In addition to HTML documents, about a dozen other file formats are recognized and displayed by the rendering engines of modern web browsers; a list that is likely to grow over time.
Because of the powerful scripting capabilities available in some of these formats, and because of the antics of browser-content handling, the set of natively supported non-HTML inputs deserves a closer examination at this point, even if a detailed discussion of some of their less-obvious security consequences—such as content sniffing—will have to wait until Part II of this book.
Perhaps the most prosaic type of non-HTML document recognized by every single browser is a plaintext file. In this rendering mode, the input is simply displayed as is, typically using a nonproportional typeface, and save for optional character set transcoding, the data is not altered in any way.
All browsers recognize plaintext files served with Content-Type: text/plain in the HTTP headers. In all implementations but Internet Explorer, plaintext is also the fallback display method for headerless HTTP/0.9 responses and HTTP/1.x data with Content-Type missing; in both these cases, plaintext is used when all other content detection heuristics fail. (Internet Explorer unconditionally falls back to HTML rendering, true to the letter of Tim Berners-Lee’s original protocol drafts.)

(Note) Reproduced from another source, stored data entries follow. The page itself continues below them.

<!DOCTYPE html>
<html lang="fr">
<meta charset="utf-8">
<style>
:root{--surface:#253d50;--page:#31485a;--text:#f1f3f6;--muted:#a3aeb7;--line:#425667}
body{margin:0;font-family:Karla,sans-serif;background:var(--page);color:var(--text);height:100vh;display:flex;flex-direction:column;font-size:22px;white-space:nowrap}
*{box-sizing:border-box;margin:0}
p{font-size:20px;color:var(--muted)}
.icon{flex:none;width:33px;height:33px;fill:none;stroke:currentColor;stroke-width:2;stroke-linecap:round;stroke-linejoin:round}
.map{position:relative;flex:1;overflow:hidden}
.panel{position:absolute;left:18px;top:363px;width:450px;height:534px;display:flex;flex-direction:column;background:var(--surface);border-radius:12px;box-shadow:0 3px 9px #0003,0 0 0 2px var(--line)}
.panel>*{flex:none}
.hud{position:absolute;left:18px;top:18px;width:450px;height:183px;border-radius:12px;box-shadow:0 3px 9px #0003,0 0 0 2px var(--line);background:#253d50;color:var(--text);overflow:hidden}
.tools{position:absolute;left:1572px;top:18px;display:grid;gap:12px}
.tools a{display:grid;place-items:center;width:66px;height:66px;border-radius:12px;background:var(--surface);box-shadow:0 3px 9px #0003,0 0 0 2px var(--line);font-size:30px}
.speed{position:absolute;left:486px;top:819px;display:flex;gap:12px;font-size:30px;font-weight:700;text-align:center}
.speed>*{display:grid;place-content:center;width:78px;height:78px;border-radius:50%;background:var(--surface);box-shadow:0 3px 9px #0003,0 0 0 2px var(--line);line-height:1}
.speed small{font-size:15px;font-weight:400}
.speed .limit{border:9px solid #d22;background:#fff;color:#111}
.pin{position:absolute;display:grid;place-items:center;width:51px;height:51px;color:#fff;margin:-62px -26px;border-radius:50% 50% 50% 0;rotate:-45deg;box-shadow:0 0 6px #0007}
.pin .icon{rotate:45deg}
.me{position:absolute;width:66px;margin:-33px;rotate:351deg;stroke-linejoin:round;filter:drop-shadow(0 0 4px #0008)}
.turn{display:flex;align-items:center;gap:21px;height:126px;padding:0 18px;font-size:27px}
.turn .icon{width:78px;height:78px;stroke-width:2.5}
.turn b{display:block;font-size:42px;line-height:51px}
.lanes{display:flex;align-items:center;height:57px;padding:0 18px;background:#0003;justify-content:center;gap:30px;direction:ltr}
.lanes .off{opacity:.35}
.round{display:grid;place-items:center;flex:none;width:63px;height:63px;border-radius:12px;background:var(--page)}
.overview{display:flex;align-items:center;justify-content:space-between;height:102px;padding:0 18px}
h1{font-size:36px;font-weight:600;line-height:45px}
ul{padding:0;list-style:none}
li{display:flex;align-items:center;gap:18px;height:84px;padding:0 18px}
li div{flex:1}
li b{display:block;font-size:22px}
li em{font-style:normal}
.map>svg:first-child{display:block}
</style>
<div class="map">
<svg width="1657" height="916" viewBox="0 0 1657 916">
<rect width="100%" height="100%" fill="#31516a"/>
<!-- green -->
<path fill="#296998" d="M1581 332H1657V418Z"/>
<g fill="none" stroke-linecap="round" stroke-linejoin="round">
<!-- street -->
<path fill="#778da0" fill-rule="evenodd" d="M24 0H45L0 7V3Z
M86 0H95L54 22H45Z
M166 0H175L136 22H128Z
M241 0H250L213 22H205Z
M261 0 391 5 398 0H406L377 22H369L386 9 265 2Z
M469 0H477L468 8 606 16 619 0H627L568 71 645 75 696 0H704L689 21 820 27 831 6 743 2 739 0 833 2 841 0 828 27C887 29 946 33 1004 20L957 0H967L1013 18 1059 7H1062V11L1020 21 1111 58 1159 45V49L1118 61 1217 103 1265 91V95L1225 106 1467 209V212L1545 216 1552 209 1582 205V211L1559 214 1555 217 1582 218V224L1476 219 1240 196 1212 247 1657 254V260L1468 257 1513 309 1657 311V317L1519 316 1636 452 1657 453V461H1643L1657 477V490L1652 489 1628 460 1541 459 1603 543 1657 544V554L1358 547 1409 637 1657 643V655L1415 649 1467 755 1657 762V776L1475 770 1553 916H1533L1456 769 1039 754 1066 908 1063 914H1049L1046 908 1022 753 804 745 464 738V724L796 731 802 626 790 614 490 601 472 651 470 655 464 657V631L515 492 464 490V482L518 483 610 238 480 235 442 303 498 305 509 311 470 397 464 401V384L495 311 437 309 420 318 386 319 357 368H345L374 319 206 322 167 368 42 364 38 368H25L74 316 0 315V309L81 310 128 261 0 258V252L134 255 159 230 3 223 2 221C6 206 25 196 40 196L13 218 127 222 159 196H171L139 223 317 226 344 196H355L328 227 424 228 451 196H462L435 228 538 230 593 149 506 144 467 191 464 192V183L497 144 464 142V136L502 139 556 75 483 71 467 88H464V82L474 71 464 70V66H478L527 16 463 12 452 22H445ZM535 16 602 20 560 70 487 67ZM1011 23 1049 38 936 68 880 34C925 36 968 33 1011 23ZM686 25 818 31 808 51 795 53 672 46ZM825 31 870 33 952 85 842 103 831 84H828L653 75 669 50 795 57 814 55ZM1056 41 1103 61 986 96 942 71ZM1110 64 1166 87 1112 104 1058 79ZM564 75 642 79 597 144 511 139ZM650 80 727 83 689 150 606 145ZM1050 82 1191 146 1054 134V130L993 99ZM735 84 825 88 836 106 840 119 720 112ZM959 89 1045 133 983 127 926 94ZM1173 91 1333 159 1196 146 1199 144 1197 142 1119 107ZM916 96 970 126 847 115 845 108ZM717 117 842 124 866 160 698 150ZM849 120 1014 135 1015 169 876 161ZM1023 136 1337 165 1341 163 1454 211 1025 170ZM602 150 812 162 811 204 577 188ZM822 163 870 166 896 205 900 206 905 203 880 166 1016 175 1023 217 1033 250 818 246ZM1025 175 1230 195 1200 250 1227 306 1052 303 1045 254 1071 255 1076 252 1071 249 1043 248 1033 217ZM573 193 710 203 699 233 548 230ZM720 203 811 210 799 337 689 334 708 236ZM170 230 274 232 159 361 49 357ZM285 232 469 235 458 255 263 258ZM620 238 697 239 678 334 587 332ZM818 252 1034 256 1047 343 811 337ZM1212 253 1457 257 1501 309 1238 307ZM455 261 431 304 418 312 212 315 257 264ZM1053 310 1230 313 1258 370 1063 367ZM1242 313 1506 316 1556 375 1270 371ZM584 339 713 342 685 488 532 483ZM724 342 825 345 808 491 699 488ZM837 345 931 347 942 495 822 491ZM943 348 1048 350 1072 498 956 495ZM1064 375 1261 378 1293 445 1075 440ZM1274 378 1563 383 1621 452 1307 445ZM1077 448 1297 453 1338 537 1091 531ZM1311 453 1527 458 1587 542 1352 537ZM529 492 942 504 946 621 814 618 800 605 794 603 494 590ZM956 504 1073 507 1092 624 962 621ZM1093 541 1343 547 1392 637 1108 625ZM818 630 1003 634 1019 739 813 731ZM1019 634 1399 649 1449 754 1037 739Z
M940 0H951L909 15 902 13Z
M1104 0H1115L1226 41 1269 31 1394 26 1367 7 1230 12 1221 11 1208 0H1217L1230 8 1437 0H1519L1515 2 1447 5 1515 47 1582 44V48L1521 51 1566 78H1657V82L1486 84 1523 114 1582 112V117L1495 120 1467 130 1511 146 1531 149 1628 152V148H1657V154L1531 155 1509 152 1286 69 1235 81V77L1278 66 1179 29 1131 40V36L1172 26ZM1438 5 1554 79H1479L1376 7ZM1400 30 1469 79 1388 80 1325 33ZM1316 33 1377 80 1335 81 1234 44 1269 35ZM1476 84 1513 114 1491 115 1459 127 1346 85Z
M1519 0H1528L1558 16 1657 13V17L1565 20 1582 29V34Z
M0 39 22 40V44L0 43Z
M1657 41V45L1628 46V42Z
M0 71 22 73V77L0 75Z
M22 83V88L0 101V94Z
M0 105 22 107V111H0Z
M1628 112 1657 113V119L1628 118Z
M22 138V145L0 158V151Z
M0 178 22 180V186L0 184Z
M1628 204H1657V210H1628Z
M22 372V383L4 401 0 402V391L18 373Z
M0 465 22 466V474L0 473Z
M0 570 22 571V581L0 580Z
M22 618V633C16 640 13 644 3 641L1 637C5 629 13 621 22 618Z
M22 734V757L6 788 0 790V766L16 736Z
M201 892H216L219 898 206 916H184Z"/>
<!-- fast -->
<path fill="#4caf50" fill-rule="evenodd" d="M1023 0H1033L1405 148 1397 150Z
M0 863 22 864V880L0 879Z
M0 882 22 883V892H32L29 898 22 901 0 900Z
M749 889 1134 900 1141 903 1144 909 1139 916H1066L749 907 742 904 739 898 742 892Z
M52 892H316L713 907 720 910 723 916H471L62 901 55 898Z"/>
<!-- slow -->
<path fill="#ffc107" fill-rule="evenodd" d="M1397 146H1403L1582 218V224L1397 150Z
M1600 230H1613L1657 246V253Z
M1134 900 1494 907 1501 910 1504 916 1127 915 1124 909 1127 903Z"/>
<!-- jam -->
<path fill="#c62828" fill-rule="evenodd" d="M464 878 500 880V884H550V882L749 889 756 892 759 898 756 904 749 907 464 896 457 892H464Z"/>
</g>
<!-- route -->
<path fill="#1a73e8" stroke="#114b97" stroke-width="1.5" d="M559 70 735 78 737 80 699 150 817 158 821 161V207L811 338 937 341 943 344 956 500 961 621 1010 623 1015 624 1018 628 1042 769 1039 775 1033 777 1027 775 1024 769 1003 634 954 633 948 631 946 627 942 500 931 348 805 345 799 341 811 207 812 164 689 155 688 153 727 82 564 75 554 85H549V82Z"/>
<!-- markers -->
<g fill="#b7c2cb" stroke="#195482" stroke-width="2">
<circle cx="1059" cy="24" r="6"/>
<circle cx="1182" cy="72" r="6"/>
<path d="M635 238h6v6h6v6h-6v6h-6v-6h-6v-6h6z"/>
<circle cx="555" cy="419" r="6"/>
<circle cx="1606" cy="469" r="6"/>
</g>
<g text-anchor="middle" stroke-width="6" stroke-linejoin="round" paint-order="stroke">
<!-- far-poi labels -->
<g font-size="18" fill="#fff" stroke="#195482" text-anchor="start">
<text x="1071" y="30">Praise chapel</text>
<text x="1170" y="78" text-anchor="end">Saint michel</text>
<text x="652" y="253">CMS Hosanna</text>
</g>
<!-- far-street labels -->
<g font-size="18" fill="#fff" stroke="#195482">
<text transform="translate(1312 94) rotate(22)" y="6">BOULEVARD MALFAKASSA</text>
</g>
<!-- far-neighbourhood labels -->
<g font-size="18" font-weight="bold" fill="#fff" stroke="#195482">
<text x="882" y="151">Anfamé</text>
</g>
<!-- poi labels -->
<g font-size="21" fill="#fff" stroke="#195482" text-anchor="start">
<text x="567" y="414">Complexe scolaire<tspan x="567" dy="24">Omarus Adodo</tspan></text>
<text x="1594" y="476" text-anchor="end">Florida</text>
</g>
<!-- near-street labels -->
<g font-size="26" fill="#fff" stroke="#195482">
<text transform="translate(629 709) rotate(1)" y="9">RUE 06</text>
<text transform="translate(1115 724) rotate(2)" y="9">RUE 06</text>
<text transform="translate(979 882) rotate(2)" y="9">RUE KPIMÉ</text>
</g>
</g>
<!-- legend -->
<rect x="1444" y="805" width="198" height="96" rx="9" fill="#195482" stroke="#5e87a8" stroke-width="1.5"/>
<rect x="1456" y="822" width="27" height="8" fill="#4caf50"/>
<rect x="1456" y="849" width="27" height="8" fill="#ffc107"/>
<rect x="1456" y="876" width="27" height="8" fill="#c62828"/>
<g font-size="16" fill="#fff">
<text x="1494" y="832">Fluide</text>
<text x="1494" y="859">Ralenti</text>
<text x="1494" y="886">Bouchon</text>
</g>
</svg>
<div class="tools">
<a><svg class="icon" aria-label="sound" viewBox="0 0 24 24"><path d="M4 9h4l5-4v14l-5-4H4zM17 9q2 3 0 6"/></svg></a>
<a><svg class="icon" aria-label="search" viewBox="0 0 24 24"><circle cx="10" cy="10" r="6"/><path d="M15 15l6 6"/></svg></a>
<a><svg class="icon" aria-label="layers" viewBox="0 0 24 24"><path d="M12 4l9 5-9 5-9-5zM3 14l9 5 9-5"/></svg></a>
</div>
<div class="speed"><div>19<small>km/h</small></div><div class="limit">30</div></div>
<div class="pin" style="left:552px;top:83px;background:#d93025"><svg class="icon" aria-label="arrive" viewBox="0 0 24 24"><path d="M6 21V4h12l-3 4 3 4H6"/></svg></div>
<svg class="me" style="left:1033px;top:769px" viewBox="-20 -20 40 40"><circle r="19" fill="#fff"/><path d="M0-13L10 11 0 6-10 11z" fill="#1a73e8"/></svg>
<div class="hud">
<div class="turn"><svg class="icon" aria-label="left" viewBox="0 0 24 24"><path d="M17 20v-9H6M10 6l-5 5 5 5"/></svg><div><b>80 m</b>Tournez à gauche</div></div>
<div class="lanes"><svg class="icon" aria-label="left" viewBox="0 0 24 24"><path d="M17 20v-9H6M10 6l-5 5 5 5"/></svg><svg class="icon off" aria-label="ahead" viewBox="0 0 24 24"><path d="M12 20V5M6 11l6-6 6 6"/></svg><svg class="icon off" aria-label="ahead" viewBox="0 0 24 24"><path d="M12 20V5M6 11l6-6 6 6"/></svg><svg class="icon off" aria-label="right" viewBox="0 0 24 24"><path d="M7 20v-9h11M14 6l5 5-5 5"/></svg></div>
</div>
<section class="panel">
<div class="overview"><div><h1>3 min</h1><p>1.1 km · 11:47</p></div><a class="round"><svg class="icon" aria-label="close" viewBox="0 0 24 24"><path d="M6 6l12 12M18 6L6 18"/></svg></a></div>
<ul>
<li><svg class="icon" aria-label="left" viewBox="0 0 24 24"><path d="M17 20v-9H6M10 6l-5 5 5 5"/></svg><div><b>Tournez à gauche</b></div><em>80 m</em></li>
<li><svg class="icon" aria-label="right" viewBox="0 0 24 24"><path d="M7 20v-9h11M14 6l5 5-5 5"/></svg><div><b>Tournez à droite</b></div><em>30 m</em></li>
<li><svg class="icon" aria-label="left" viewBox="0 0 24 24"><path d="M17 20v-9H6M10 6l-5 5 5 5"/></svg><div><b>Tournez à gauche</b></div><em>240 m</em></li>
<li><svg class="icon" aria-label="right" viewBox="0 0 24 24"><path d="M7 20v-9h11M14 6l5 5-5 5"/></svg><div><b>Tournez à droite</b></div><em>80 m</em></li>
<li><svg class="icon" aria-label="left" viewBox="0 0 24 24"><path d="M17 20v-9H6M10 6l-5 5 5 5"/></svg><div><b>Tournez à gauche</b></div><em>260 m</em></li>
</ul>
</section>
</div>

For the convenience of developers, most browsers also automatically map several other MIME types, including application/javascript and friends[35] or text/css, to plaintext. Interestingly, application/json, the value mandated for JSON responses in RFC 4627, is not on the list (perhaps because it is seldom used in practice).
Plaintext rendering has no specific security consequences. That said, due to a range of poor design decisions in other browser components and in third-party code, even seemingly harmless non-HTML formats are at a risk of being misidentified as, for example, HTML. Attacker-controlled plaintext documents are of special concern because their layout is often fairly unconstrained and therefore particularly conducive to being misidentified. Chapter 13 dissects these threats and provides advice on how to mitigate the risk.
[35] The official MIME type for JavaScript is application/javascript, as per RFC 4329, but about a dozen other values have been used in the past (e.g., text/javascript, application/x-javascript, application/ecmascript).